Oct-18-12 Unemployment Rate Moves Lower Private Sector Employment Moves Upward
New Jersey’s private sector employers have added 41,600 jobs over the past year (September 2011 – September 2012). Since February 2010, the low point of private sector employment during the recession, private sector employment has increased by 84,900 jobs.
"While New Jersey's job market in September still showed the effect of the summer doldrums apparent in the national figures these last few months, there are positive signs," said Charles Steindel, Chief Economist for the New Jersey Department of Treasury. "The state’s labor force participation rate and employment population ratios remain above national averages, our long-term uptrend in private sector employment continues and September's dip in unemployment might be a sign that the situation will be getting better."
Over the month, job gains in the private sector (+1,100) of the state’s economy were offset by a contraction in public sector jobholding (-2,300).Preliminary estimates indicate that total nonfarm wage and salary employment in New Jersey decreased marginally in September, down by 1,200 jobs, to a seasonally adjusted 3,905,400, as measured by the United States Bureau of Labor Statistics (BLS) through its monthly employer survey.
Based on more complete reporting from employers, previous gains estimated for August were revised lower by 3,000 jobs to show an over-the-month (July-August) total nonfarm employment gain of 2,300 jobs. Preliminary estimates had indicated an over-the-month gain of 5,300 jobs.

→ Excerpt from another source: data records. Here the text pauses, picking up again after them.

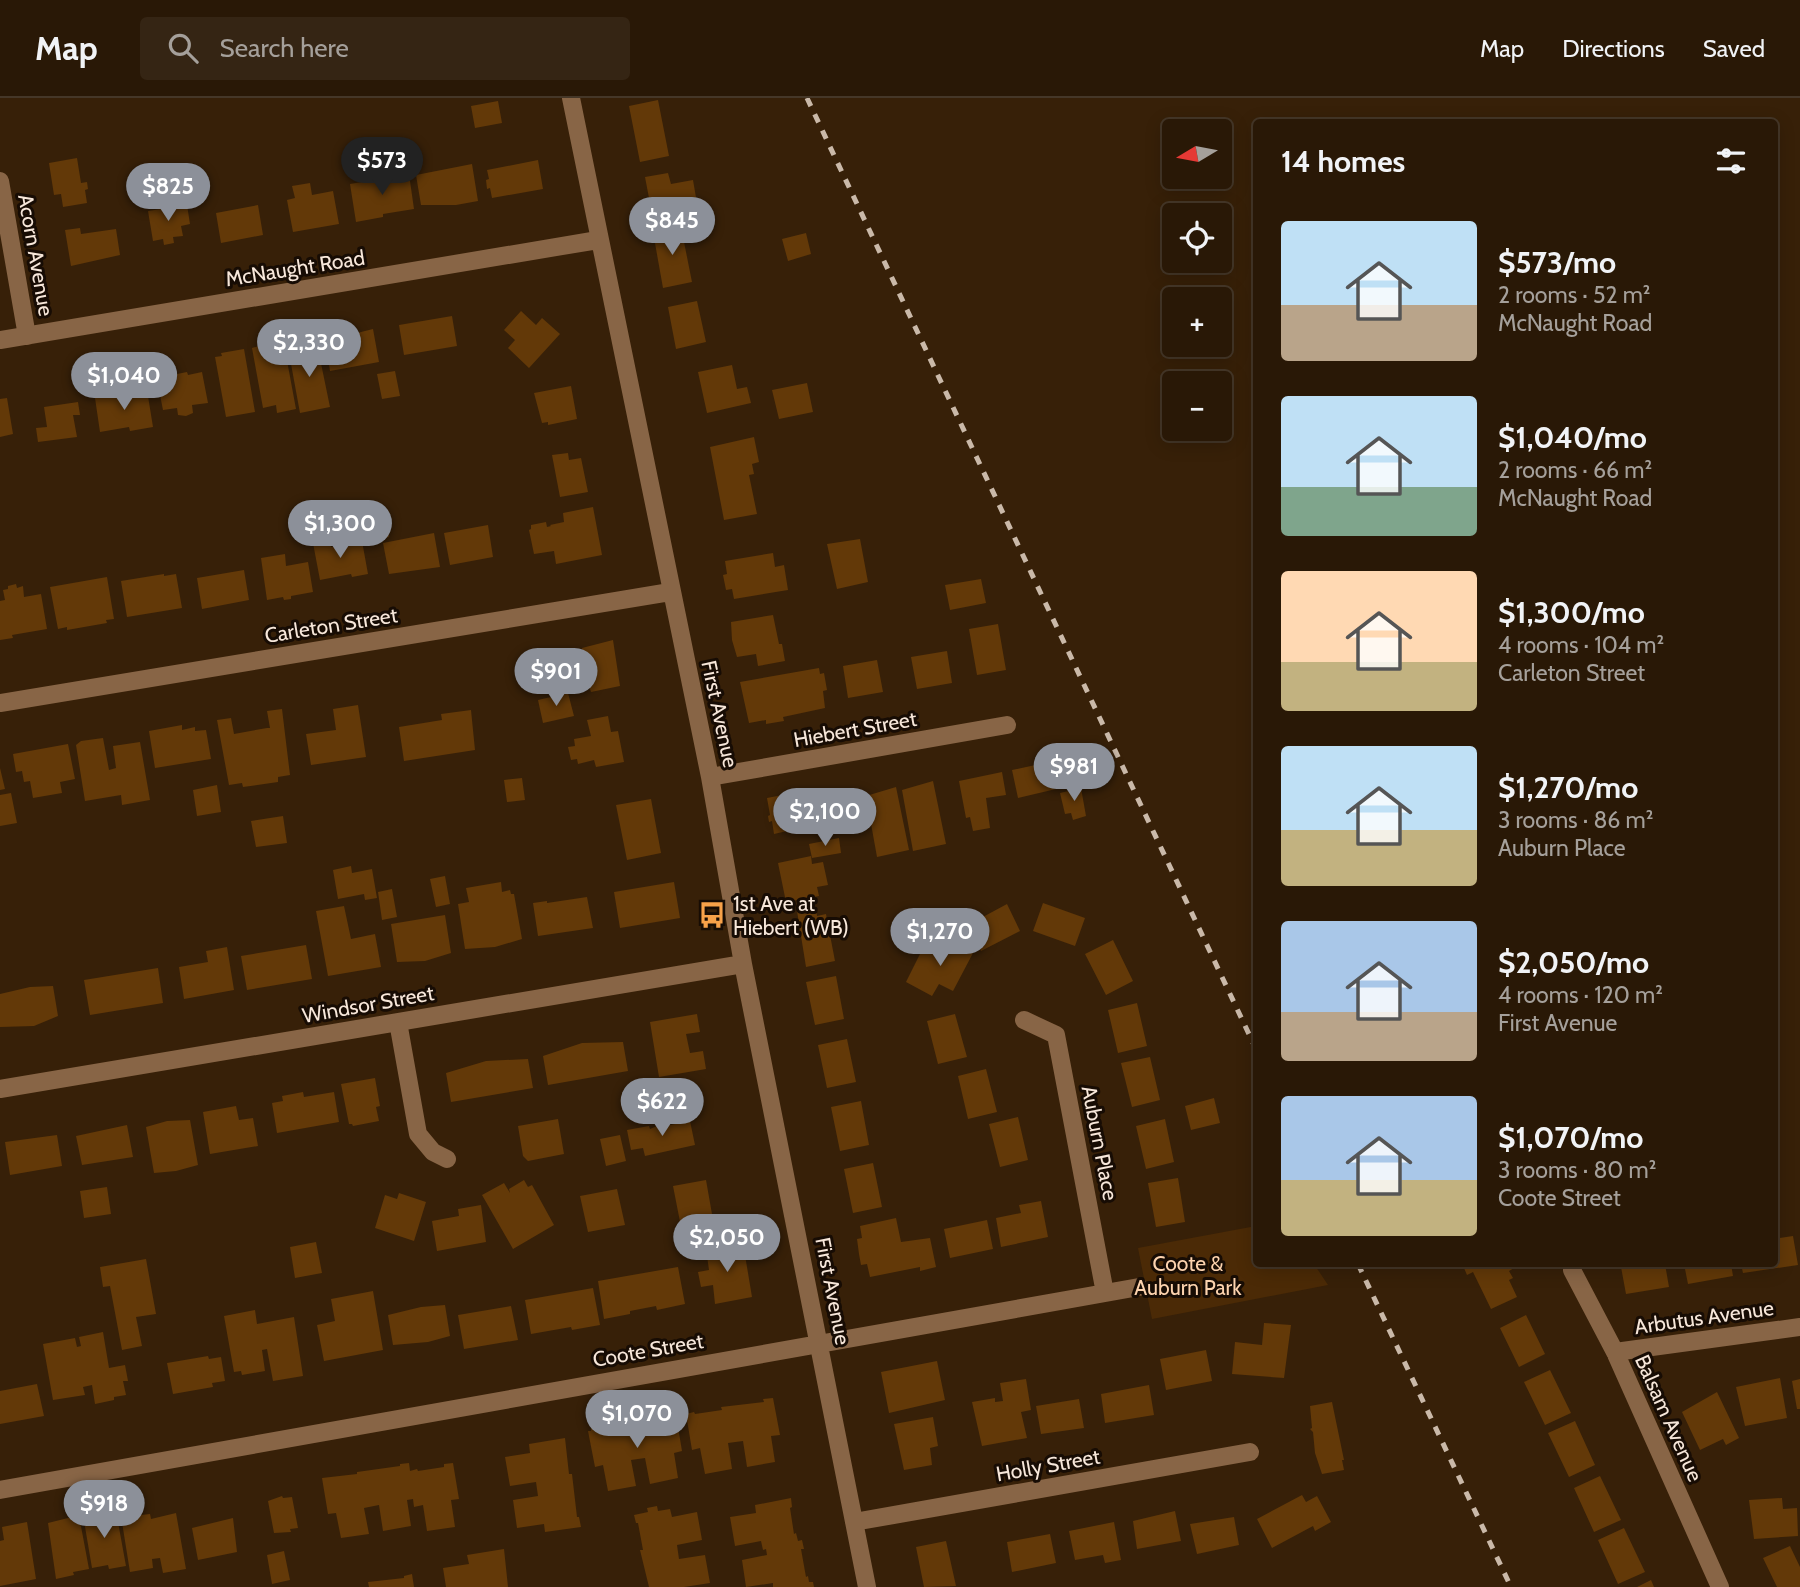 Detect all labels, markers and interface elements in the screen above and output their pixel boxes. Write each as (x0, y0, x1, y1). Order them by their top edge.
search box (140, 17, 630, 80)
text: Map (35, 28, 98, 68)
icon: search (164, 29, 202, 67)
text: Search here (220, 32, 349, 64)
text: Map (1480, 34, 1524, 63)
text: Directions (1562, 34, 1665, 63)
text: Saved (1703, 34, 1765, 63)
north arrow (1162, 119, 1232, 189)
map controls (1162, 119, 1232, 441)
pin: $573 (341, 138, 423, 197)
icon: filters (1712, 142, 1750, 180)
text: 14 homes (1281, 143, 1405, 180)
text: $573 (357, 146, 407, 174)
pin: $825 (127, 164, 209, 223)
text: $825 (142, 172, 194, 200)
street label: Acorn Avenue (13, 192, 59, 318)
pin: $845 (631, 198, 713, 257)
button: locate (1162, 203, 1232, 273)
text: $845 (645, 206, 699, 234)
text: $573/mo (1498, 244, 1616, 281)
street label: McNaught Road (223, 245, 367, 291)
icon: home (1337, 249, 1421, 333)
text: 2 rooms · 52 m² (1498, 281, 1651, 309)
button: + (1162, 287, 1232, 357)
text: McNaught Road (1498, 309, 1652, 337)
pin: $2,330 (252, 320, 366, 379)
text: $2,330 (273, 328, 345, 356)
pin: $1,040 (67, 352, 181, 412)
text: $1,040 (87, 361, 161, 389)
button: − (1162, 371, 1232, 441)
text: $1,040/mo (1498, 419, 1647, 456)
icon: home (1337, 424, 1421, 508)
text: 2 rooms · 66 m² (1498, 456, 1652, 484)
text: McNaught Road (1498, 484, 1652, 512)
pin: $1,300 (283, 500, 397, 560)
text: $1,300 (304, 509, 376, 537)
text: $1,300/mo (1498, 594, 1645, 631)
icon: home (1337, 599, 1421, 683)
street label: Carleton Street (263, 602, 399, 648)
text: 4 rooms · 104 m² (1498, 631, 1664, 659)
pin: $901 (515, 648, 597, 708)
text: $901 (531, 657, 582, 685)
street label: First Avenue (696, 658, 744, 770)
text: Carleton Street (1498, 659, 1645, 687)
street label: Hiebert Street (791, 706, 919, 752)
pin: $981 (1033, 744, 1115, 803)
text: $981 (1050, 752, 1098, 780)
text: $1,270/mo (1498, 769, 1638, 806)
icon: home (1337, 774, 1421, 858)
pin: $2,100 (768, 788, 882, 848)
text: $2,100 (789, 797, 861, 825)
text: 3 rooms · 86 m² (1498, 806, 1653, 834)
text: Auburn Place (1498, 834, 1626, 862)
place label: 1st Ave at Hiebert (WB) (733, 891, 849, 940)
bus stop icon: 1st Ave at Hiebert (WB) (697, 900, 727, 930)
pin: $1,270 (883, 908, 997, 968)
text: $1,270 (906, 917, 974, 945)
text: $2,050/mo (1498, 944, 1649, 981)
icon: home (1337, 949, 1421, 1033)
street label: Windsor Street (300, 980, 436, 1028)
text: 4 rooms · 120 m² (1498, 981, 1663, 1009)
text: First Avenue (1498, 1009, 1617, 1037)
pin: $622 (621, 1079, 703, 1138)
street label: Auburn Place (1077, 1083, 1123, 1203)
text: $622 (637, 1087, 687, 1115)
text: $1,070/mo (1498, 1119, 1643, 1156)
icon: home (1337, 1124, 1421, 1208)
text: 3 rooms · 80 m² (1498, 1156, 1656, 1184)
text: Coote Street (1498, 1184, 1621, 1212)
pin: $2,050 (670, 1214, 784, 1274)
text: $2,050 (689, 1223, 765, 1251)
street label: First Avenue (810, 1235, 856, 1347)
park label: Coote & Auburn Park (1134, 1251, 1242, 1300)
street label: Arbutus Avenue (1633, 1295, 1775, 1339)
street label: Coote Street (591, 1328, 705, 1372)
street label: Balsam Avenue (1630, 1351, 1708, 1485)
pin: $1,070 (580, 1390, 694, 1450)
text: $1,070 (602, 1399, 672, 1427)
street label: Holly Street (994, 1444, 1102, 1486)
pin: $918 (63, 1480, 145, 1540)
text: $918 (80, 1489, 128, 1517)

In September, private sector job gains were reported in six of ten industry sectors, while losses were registered in three and one was unchanged. Larger over-the-month gains were posted in the other services (+3,200), information (+2,900), and education and health services (+1,200) industry sectors. Smaller gains occurred in manufacturing (+900), finance (+500) and trade, transportation and utilities (+100).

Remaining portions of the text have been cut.